# Automated ordering, download, indexing of Landsat USGS data for AGDCv2

### Import the required libraries

In [1]:
import os, json, requests, time
import pandas as pd
import geopandas as gpd
from shapely.geometry import Polygon
import gzip

## Register with ESPA and enter your credentials below https://espa.cr.usgs.gov

In [67]:
username = 'simonaoliver'
password = 'xxxxxxxxxx'
email = 'simon.oliver@ga.gov.au'
espa_bulk_downloader = os.path.abspath('C:\datacube\code\agdc-v2\code\espa-bulk-downloader\download_espa_order.py')
datacube_home = os.path.abspath('C:\datacube\code\agdc-v2')
data_dir = os.path.abspath('D:\input\Hyderabad_India')
working_dir = os.path.abspath("C:\datacube\work")
utils = 'utils\\usgslsprepare.py'

## Determine which WRS path/rows intersect the area of interest

### Define the AOI

In [68]:
ul_lon, ul_lat = 77.83, 17.84 # upper left longitude, latitude
lr_lon, lr_lat = 78.00, 17.67 # lower right longitude, latitude
date_start, date_end = "2015-01-11"  , "2016-12-12" # start date and end date for time range selection  
sensor_list=["olitirs8", "tm5", "etm7"] # list of sensors to use

polygon_list = [[ul_lon, ul_lat], [lr_lon, ul_lat],[lr_lon, lr_lat],[ul_lon, lr_lat],[ul_lon, ul_lat]]

wrs_query = 'http://api.remotepixel.ca/wrs2tiles?search=poly:'+str(polygon_list)

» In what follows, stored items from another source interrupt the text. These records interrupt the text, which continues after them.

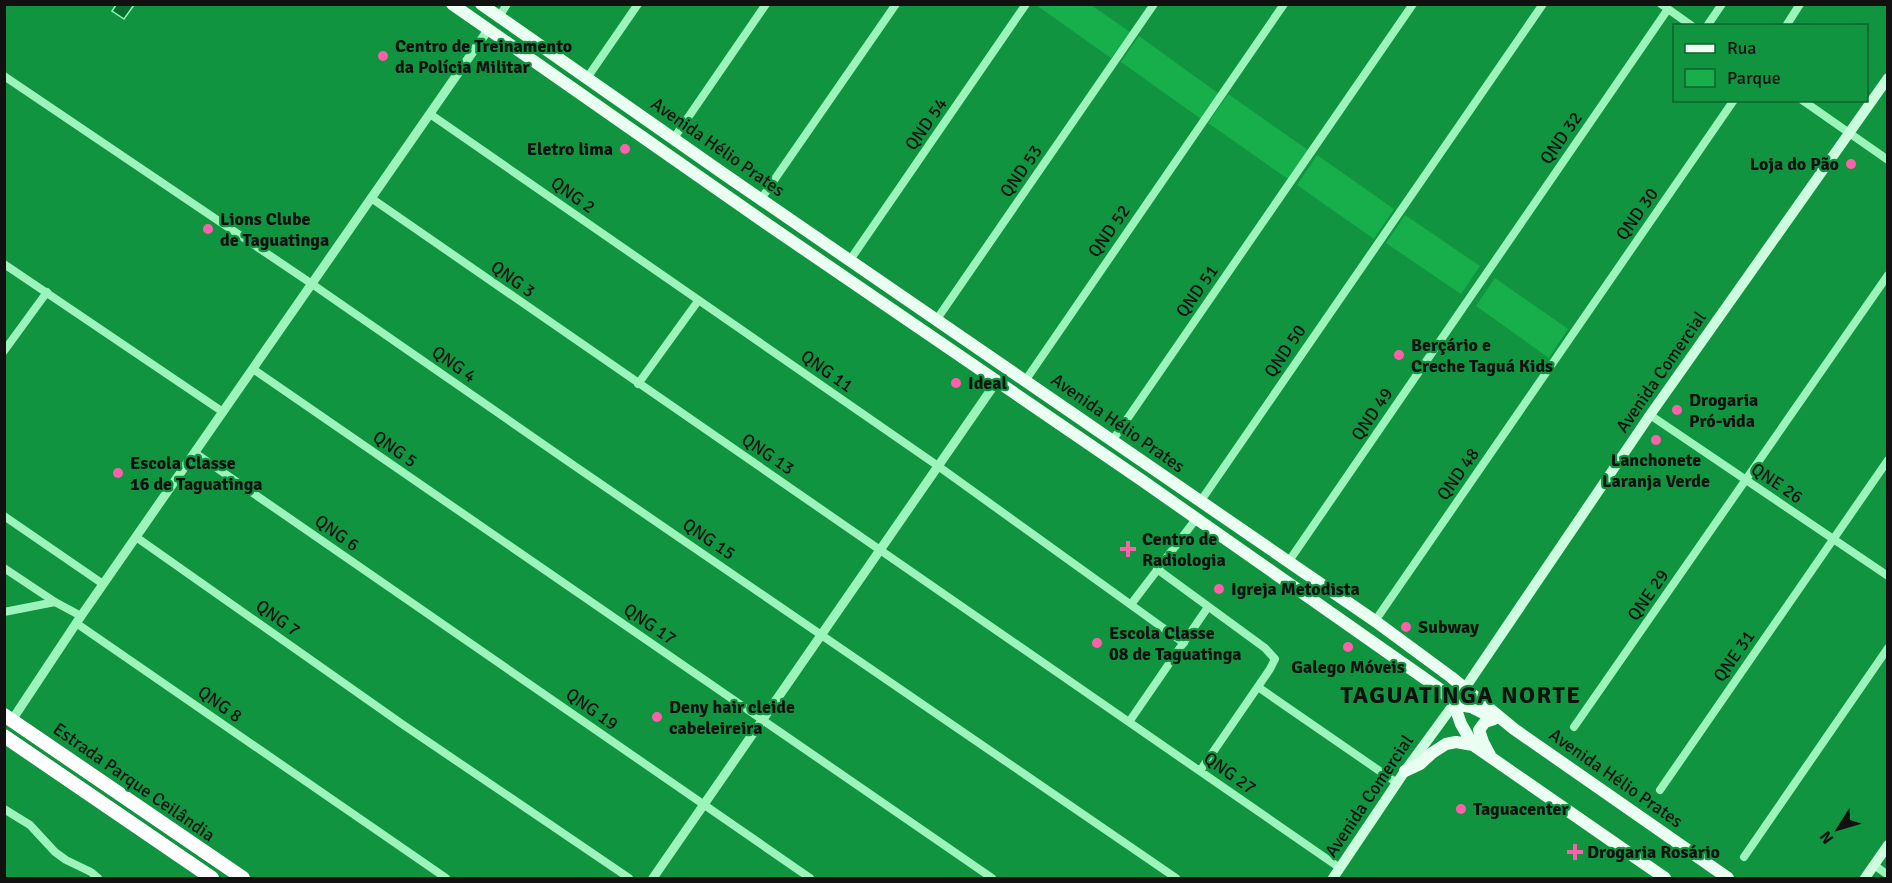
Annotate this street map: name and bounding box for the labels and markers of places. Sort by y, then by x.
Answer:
place label: Centro de Treinamento da Polícia Militar [395,35,572,78]
marker: Centro de Treinamento da Polícia Militar [376,49,390,63]
place label: Eletro lima [527,138,613,160]
marker: Eletro lima [618,142,632,156]
place label: Loja do Pão [1750,153,1839,175]
marker: Loja do Pão [1844,157,1858,171]
place label: Lions Clube de Taguatinga [220,208,329,251]
marker: Lions Clube de Taguatinga [201,222,215,236]
place label: Berçário e Creche Taguá Kids [1411,334,1553,377]
marker: Berçário e Creche Taguá Kids [1392,348,1406,362]
place label: Ideal [968,372,1008,394]
marker: Ideal [949,376,963,390]
place label: Drogaria Pró-vida [1689,389,1758,432]
marker: Drogaria Pró-vida [1670,403,1684,417]
marker: Lanchonete Laranja Verde [1649,433,1663,447]
place label: Lanchonete Laranja Verde [1602,449,1710,492]
place label: Escola Classe 16 de Taguatinga [130,452,263,495]
marker: Escola Classe 16 de Taguatinga [111,466,125,480]
place label: Centro de Radiologia [1142,528,1226,571]
marker: Centro de Radiologia [1119,540,1137,558]
place label: Igreja Metodista [1231,578,1360,600]
marker: Igreja Metodista [1212,582,1226,596]
place label: Subway [1418,616,1479,638]
marker: Subway [1399,620,1413,634]
place label: Escola Classe 08 de Taguatinga [1109,622,1242,665]
marker: Escola Classe 08 de Taguatinga [1090,636,1104,650]
marker: Galego Móveis [1341,640,1355,654]
place label: Galego Móveis [1291,656,1405,678]
place label: Deny hair cleide cabeleireira [669,696,795,739]
marker: Deny hair cleide cabeleireira [650,710,664,724]
place label: Taguacenter [1473,798,1569,820]
marker: Taguacenter [1454,802,1468,816]
place label: Drogaria Rosário [1587,841,1720,863]
marker: Drogaria Rosário [1568,845,1582,859]

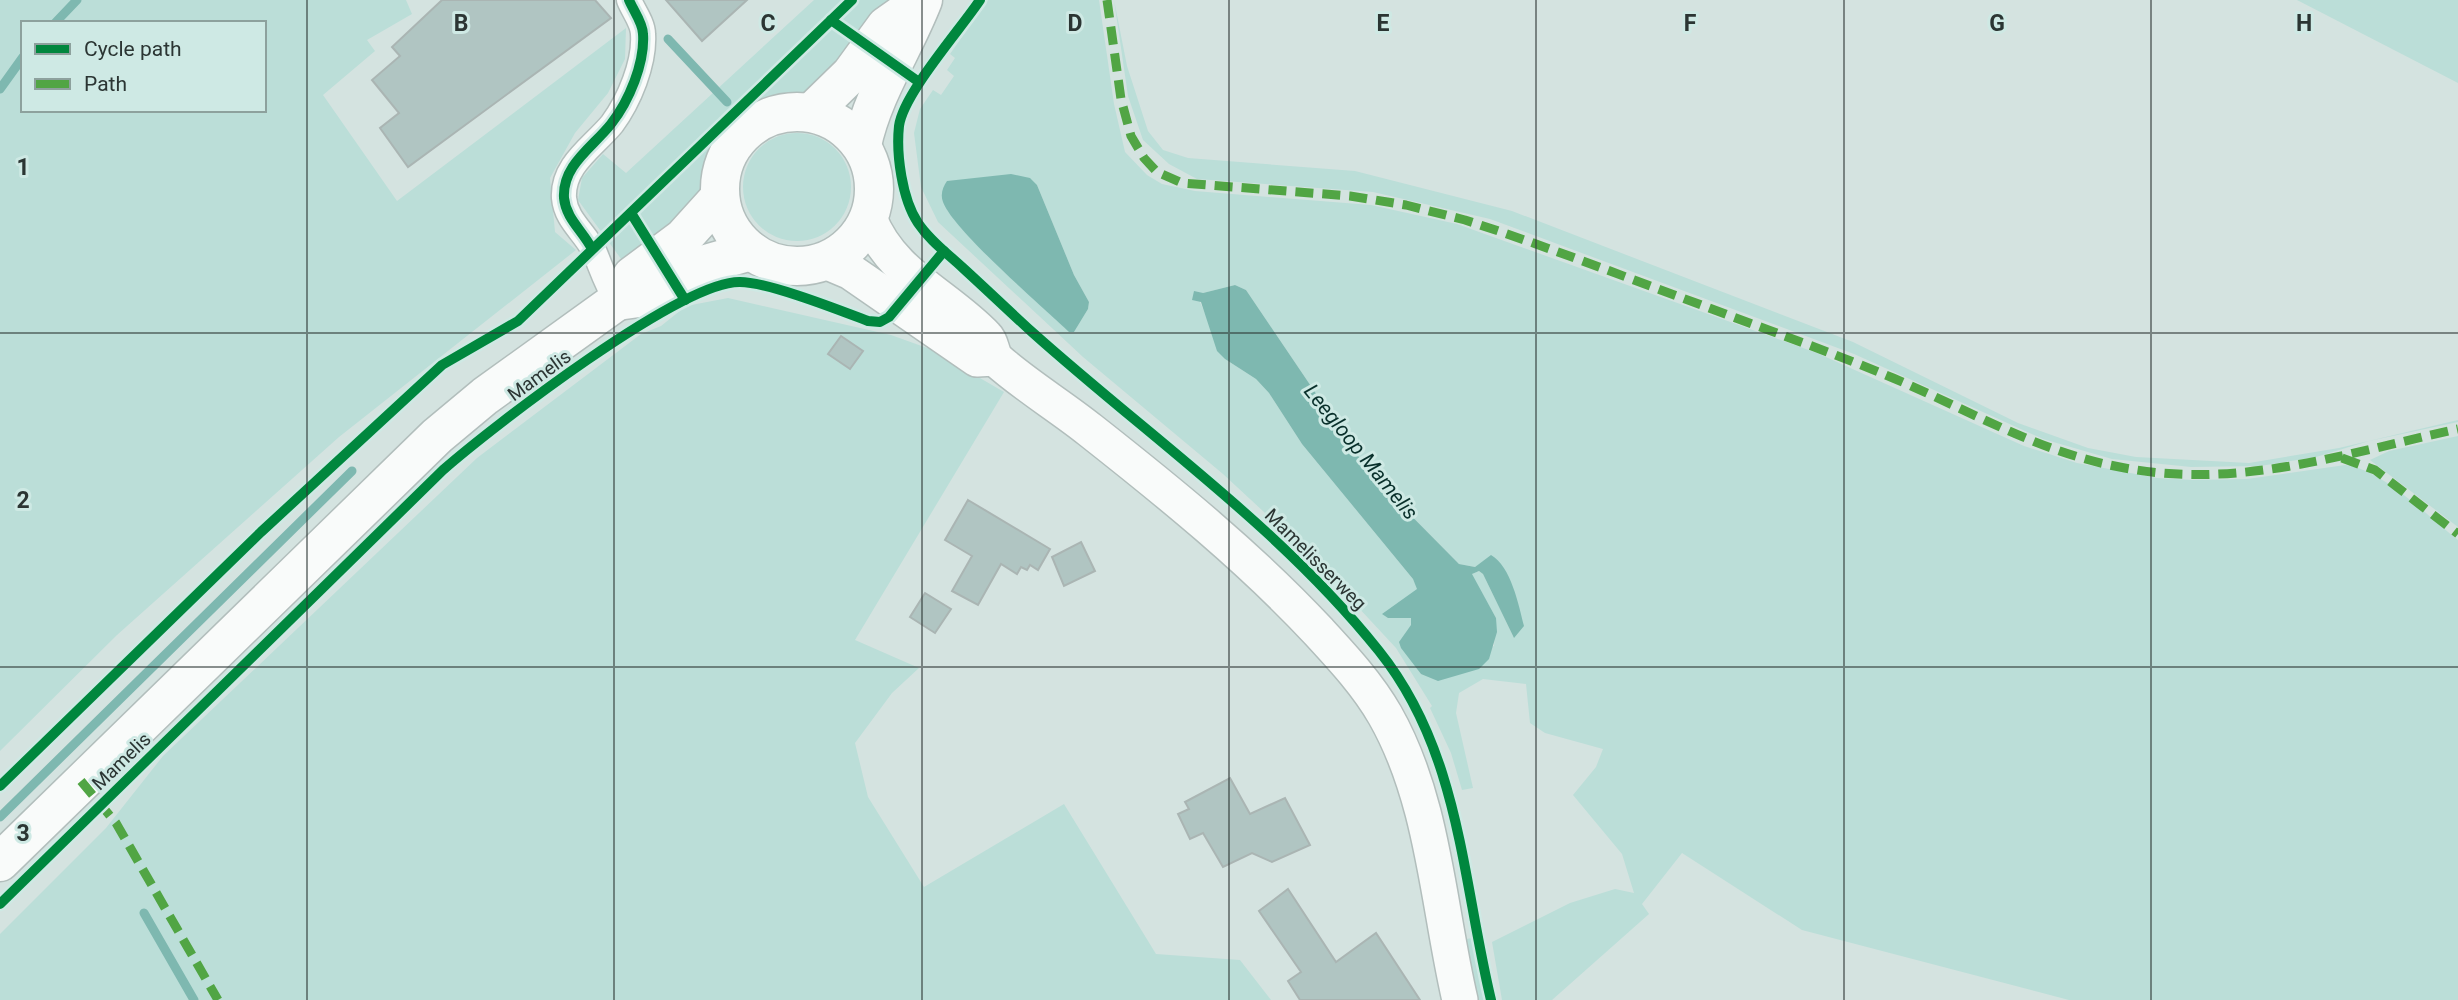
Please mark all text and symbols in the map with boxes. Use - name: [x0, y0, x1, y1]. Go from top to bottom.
- text: B: [454, 10, 468, 37]
- text: C: [760, 10, 776, 37]
- text: D: [1068, 10, 1082, 37]
- text: E: [1377, 10, 1390, 37]
- text: F: [1684, 10, 1697, 37]
- text: G: [1989, 10, 2005, 37]
- text: H: [2296, 10, 2312, 37]
- legend: [21, 21, 266, 112]
- text: Cycle path: [84, 37, 182, 61]
- text: Path: [84, 72, 127, 96]
- text: 1: [16, 154, 30, 181]
- street label: Mamelis: [503, 345, 575, 406]
- water label: Leegloop Mamelis: [1299, 380, 1423, 524]
- text: 2: [16, 487, 30, 514]
- street label: Mamelisserweg: [1260, 504, 1371, 615]
- street label: Mamelis: [87, 728, 155, 795]
- text: 3: [16, 820, 30, 847]

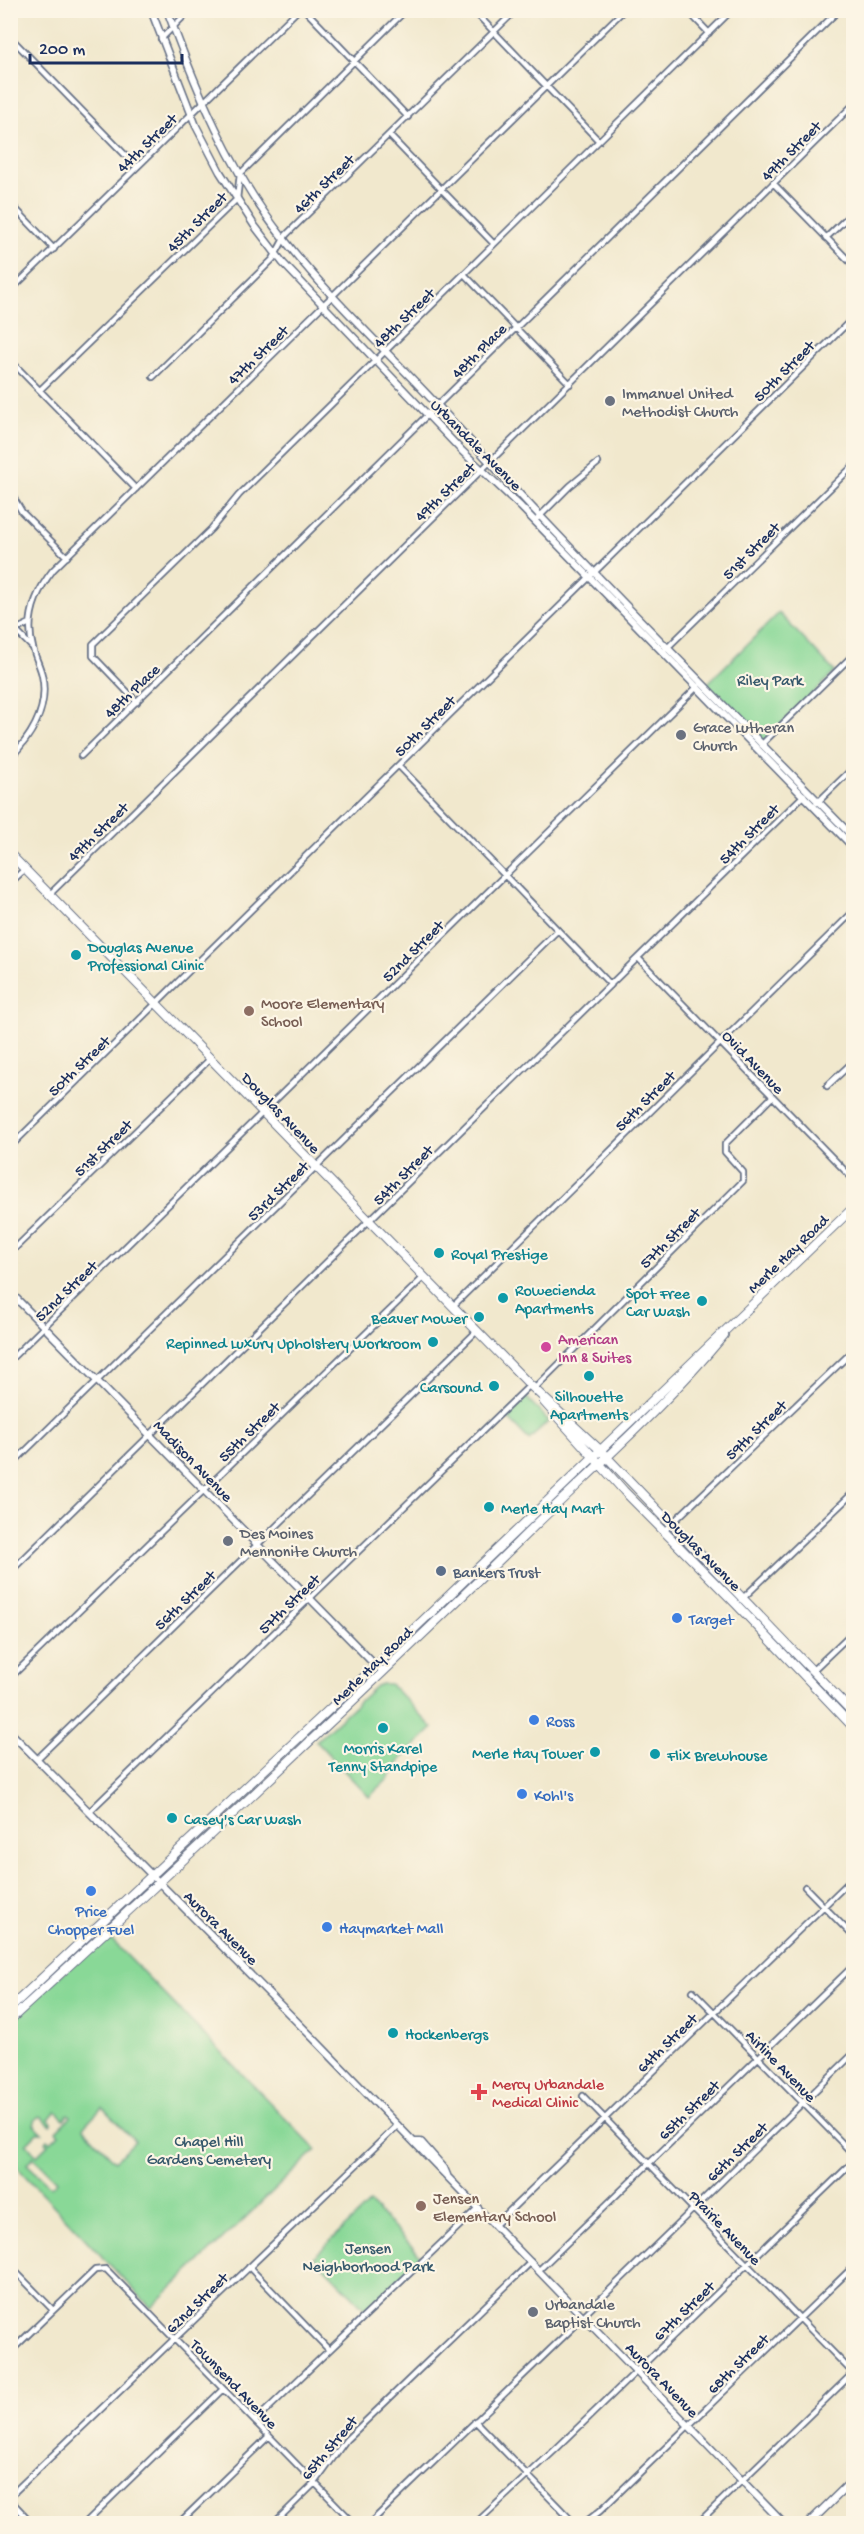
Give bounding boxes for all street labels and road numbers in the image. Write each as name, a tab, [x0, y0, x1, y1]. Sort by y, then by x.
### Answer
street label: 44th Street	[114, 110, 184, 178]
street label: 49th Street	[758, 117, 828, 186]
street label: 46th Street	[291, 151, 361, 219]
street label: 45th Street	[164, 188, 234, 258]
street label: 48th Street	[371, 285, 441, 353]
street label: 48th Place	[449, 320, 513, 384]
street label: 47th Street	[225, 322, 295, 390]
street label: 50th Street	[751, 337, 821, 407]
street label: Urbandale Avenue	[425, 397, 525, 497]
street label: 49th Street	[412, 459, 482, 527]
street label: 51st Street	[720, 519, 786, 585]
street label: 48th Place	[102, 661, 166, 724]
street label: 50th Street	[392, 692, 462, 762]
street label: 49th Street	[65, 799, 135, 867]
street label: 54th Street	[716, 800, 786, 870]
street label: 52nd Street	[380, 917, 450, 987]
street label: Ovid Avenue	[716, 1028, 787, 1100]
street label: 50th Street	[45, 1032, 117, 1102]
street label: 56th Street	[612, 1067, 682, 1137]
street label: Douglas Avenue	[235, 1069, 323, 1160]
street label: 51st Street	[71, 1116, 139, 1182]
street label: 54th Street	[370, 1141, 440, 1211]
street label: 53rd Street	[245, 1158, 315, 1227]
street label: 57th Street	[637, 1204, 707, 1274]
street label: Merle Hay Road	[745, 1211, 835, 1299]
street label: 52nd Street	[32, 1257, 104, 1327]
street label: 59th Street	[723, 1397, 793, 1465]
street label: 55th Street	[216, 1398, 286, 1468]
street label: Madison Avenue	[148, 1418, 236, 1508]
street label: Douglas Avenue	[655, 1508, 744, 1597]
street label: 56th Street	[152, 1567, 222, 1635]
street label: 57th Street	[256, 1570, 326, 1640]
street label: Merle Hay Road	[329, 1623, 419, 1711]
street label: Aurora Avenue	[178, 1888, 261, 1971]
street label: 64th Street	[634, 2010, 704, 2078]
street label: Airline Avenue	[740, 2027, 819, 2108]
street label: 65th Street	[656, 2077, 726, 2145]
street label: 66th Street	[704, 2119, 774, 2187]
street label: Prairie Avenue	[683, 2188, 764, 2271]
street label: 62nd Street	[163, 2269, 235, 2339]
street label: 67th Street	[651, 2278, 721, 2346]
street label: 68th Street	[705, 2330, 775, 2400]
street label: Townsend Avenue	[184, 2336, 281, 2435]
street label: Aurora Avenue	[620, 2340, 702, 2424]
street label: 65th Street	[298, 2412, 364, 2485]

### Determine which WRS2 path/rows cover the AOI

In [22]:
post_query = requests.get(wrs_query)
wrs_search_result = json.loads(post_query.text)

path_row = []
for item in wrs_search_result['results']:
    path_row.append(str(item['path'])+"_"+str(item['row']))
path_row

['144_48']

### Get the latest Level 1 inventory from USGS to find the available scenes 

In [5]:
def download_file(url, output_dir):
    local_filename = os.path.join(working_dir,url.split('/')[-1])
    r = requests.get(url, stream=True)
    with open(local_filename, 'wb') as f:
        for chunk in r.iter_content(chunk_size=1024): 
            if chunk: # filter out keep-alive new chunks
                f.write(chunk)
    return local_filename

In [6]:
landsat_csv_list = ["https://landsat.usgs.gov/landsat/metadata_service/bulk_metadata_files/LANDSAT_8.csv.gz",\
                    "https://landsat.usgs.gov/landsat/metadata_service/bulk_metadata_files/LANDSAT_ETM.csv.gz",\
                    "https://landsat.usgs.gov/landsat/metadata_service/bulk_metadata_files/LANDSAT_ETM_SLC_OFF.csv.gz",\
                    "https://landsat.usgs.gov/landsat/metadata_service/bulk_metadata_files/LANDSAT_TM-1980-1989.csv.gz",\
                    "https://landsat.usgs.gov/landsat/metadata_service/bulk_metadata_files/LANDSAT_TM-1990-1999.csv.gz",\
                    "https://landsat.usgs.gov/landsat/metadata_service/bulk_metadata_files/LANDSAT_TM-2000-2009.csv.gz",\
                    "https://landsat.usgs.gov/landsat/metadata_service/bulk_metadata_files/LANDSAT_TM-2010-2012.csv.gz"
                   ]

#### Download the inventory data from USGS

In [10]:
for csv in landsat_csv_list:
    download_file(csv, working_dir)

In [11]:
landsat_csv = []
landsat_csv.append(os.path.join(working_dir, 'LANDSAT_8.csv.gz'))
landsat_csv.append(os.path.join(working_dir, 'LANDSAT_ETM.csv.gz'))
landsat_csv.append(os.path.join(working_dir, 'LANDSAT_ETM_SLC_OFF.csv.gz'))
landsat_csv.append(os.path.join(working_dir, 'LANDSAT_TM-1980-1989.csv.gz'))
landsat_csv.append(os.path.join(working_dir, 'LANDSAT_TM-1990-1999.csv.gz'))
landsat_csv.append(os.path.join(working_dir, 'LANDSAT_TM-2000-2009.csv.gz'))
landsat_csv.append(os.path.join(working_dir, 'LANDSAT_TM-2010-2012.csv.gz'))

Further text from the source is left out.